### Collected data
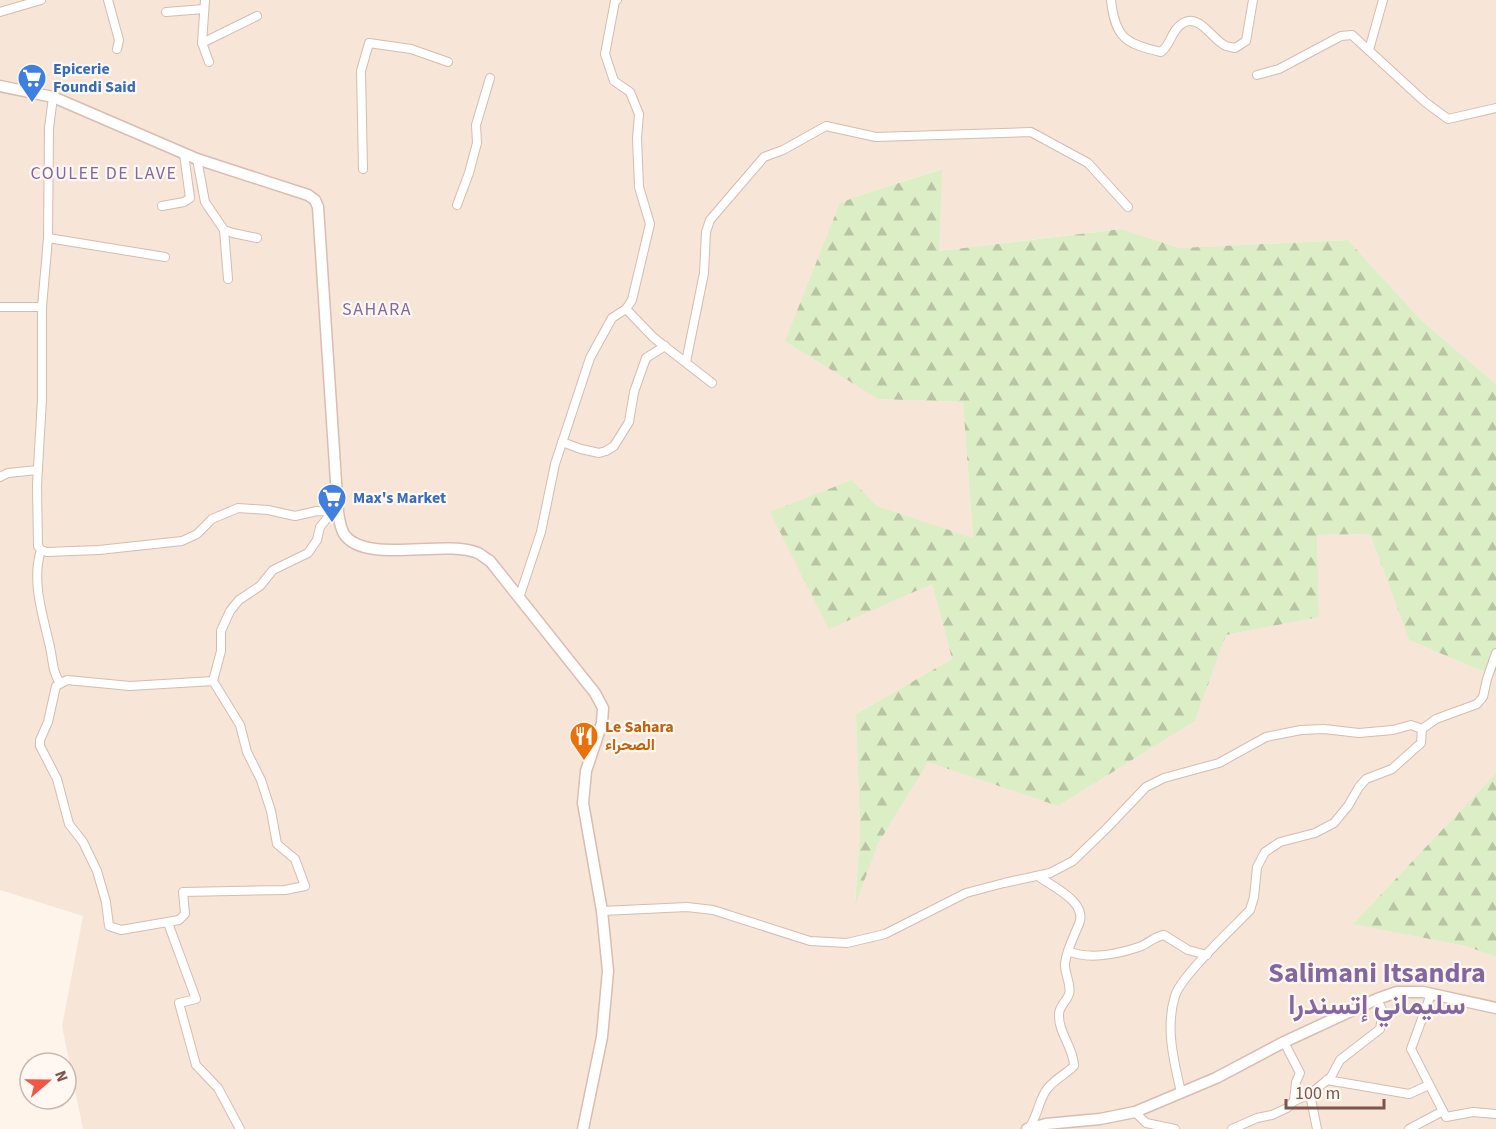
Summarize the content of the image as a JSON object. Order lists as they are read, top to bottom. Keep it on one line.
{"districts":["COULEE DE LAVE","SAHARA","Salimani Itsandra سليماني إتسندرا"],"places":{"supermarket":["Epicerie Foundi Said","Max's Market"],"restaurant":["Le Sahara الصحراء"]},"scale_bar":"100 m","north":"right"}
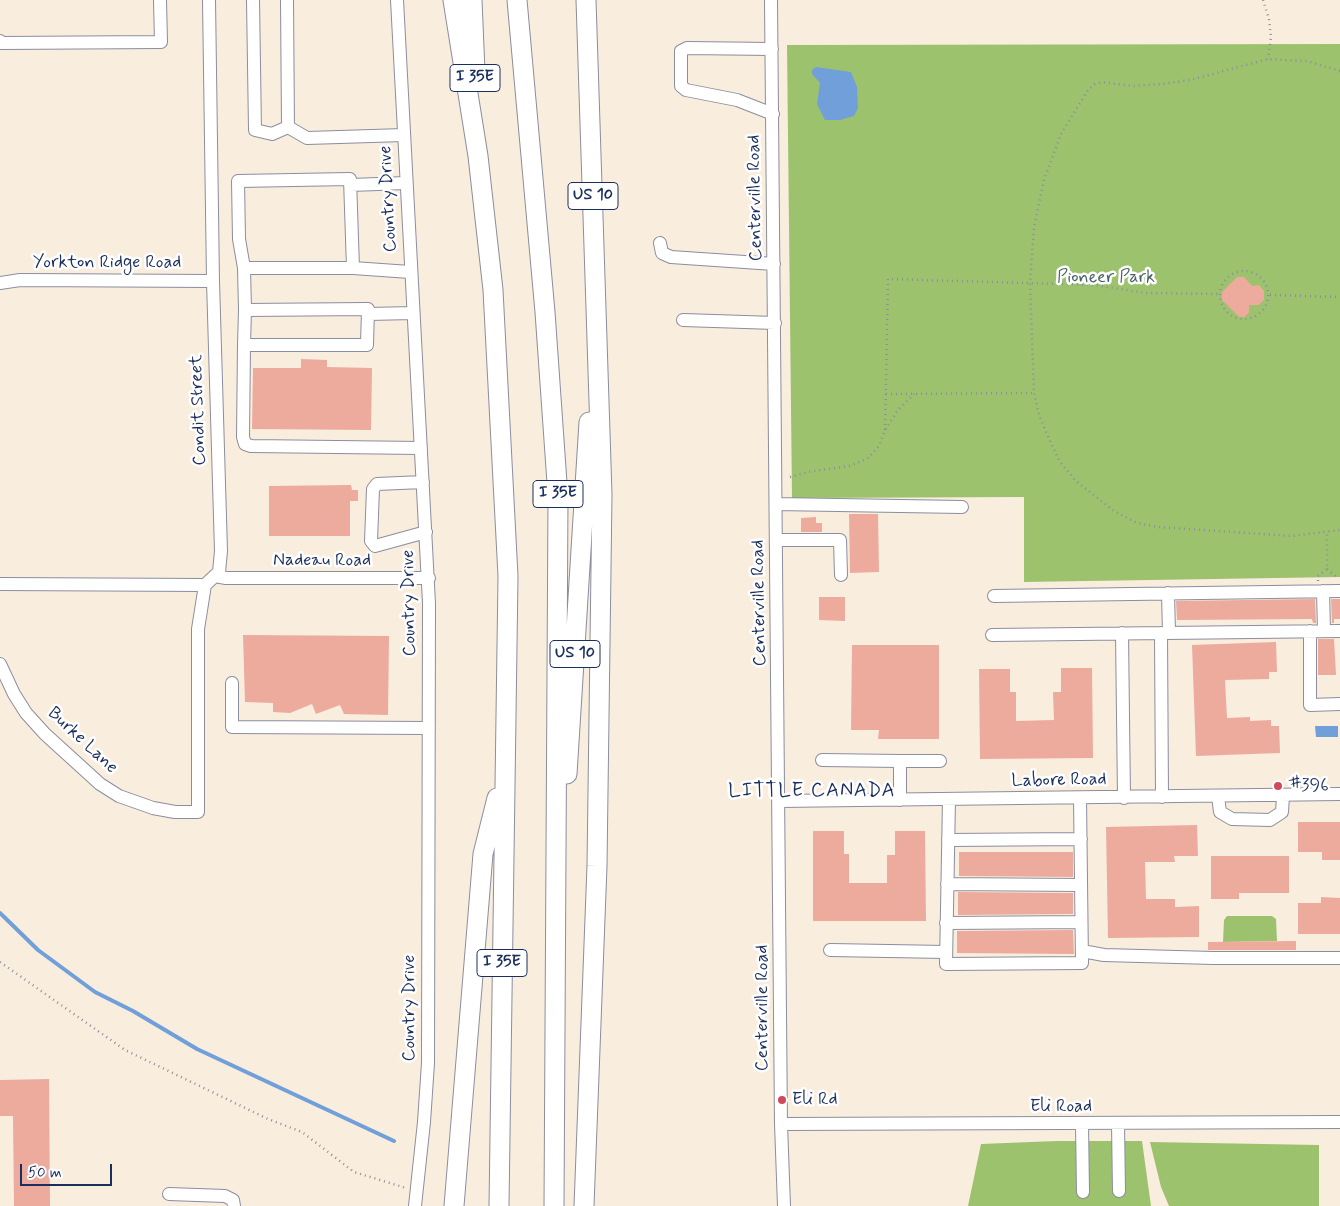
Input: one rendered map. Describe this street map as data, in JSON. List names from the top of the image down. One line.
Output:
{"streets":{"highway":["I 35E","US 10"],"street":["Centerville Road","Country Drive","Yorkton Ridge Road","Condit Street","Nadeau Road","Burke Lane","Labore Road","Eli Road"]},"crossings":[["I 35E","US 10"],["Centerville Road","Labore Road"],["Centerville Road","Eli Road"],["Country Drive","Nadeau Road"],["Yorkton Ridge Road","Condit Street"],["Condit Street","Nadeau Road"],["Condit Street","Burke Lane"]],"districts":["LITTLE CANADA"],"parks":["Pioneer Park"],"places":["#396","Eli Rd"],"scale_bar":"50 m"}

### INSTRUCTIONS TO FOLLOW
Although the records contain pictures, the output must hold only their exact wording.

### RESPONSE TO THIS EXERCISE
Summarize the content of the image as a JSON object. Order lists as they are read, top to bottom. Keep it on one line.
{"districts":["COULEE DE LAVE","SAHARA","Salimani Itsandra سليماني إتسندرا"],"places":{"supermarket":["Epicerie Foundi Said","Max's Market"],"restaurant":["Le Sahara الصحراء"]},"scale_bar":"100 m","north":"right"}
Input: one rendered map. Describe this street map as data, in JSON. List names from the top of the image down. One line.
Output:
{"streets":{"highway":["I 35E","US 10"],"street":["Centerville Road","Country Drive","Yorkton Ridge Road","Condit Street","Nadeau Road","Burke Lane","Labore Road","Eli Road"]},"crossings":[["I 35E","US 10"],["Centerville Road","Labore Road"],["Centerville Road","Eli Road"],["Country Drive","Nadeau Road"],["Yorkton Ridge Road","Condit Street"],["Condit Street","Nadeau Road"],["Condit Street","Burke Lane"]],"districts":["LITTLE CANADA"],"parks":["Pioneer Park"],"places":["#396","Eli Rd"],"scale_bar":"50 m"}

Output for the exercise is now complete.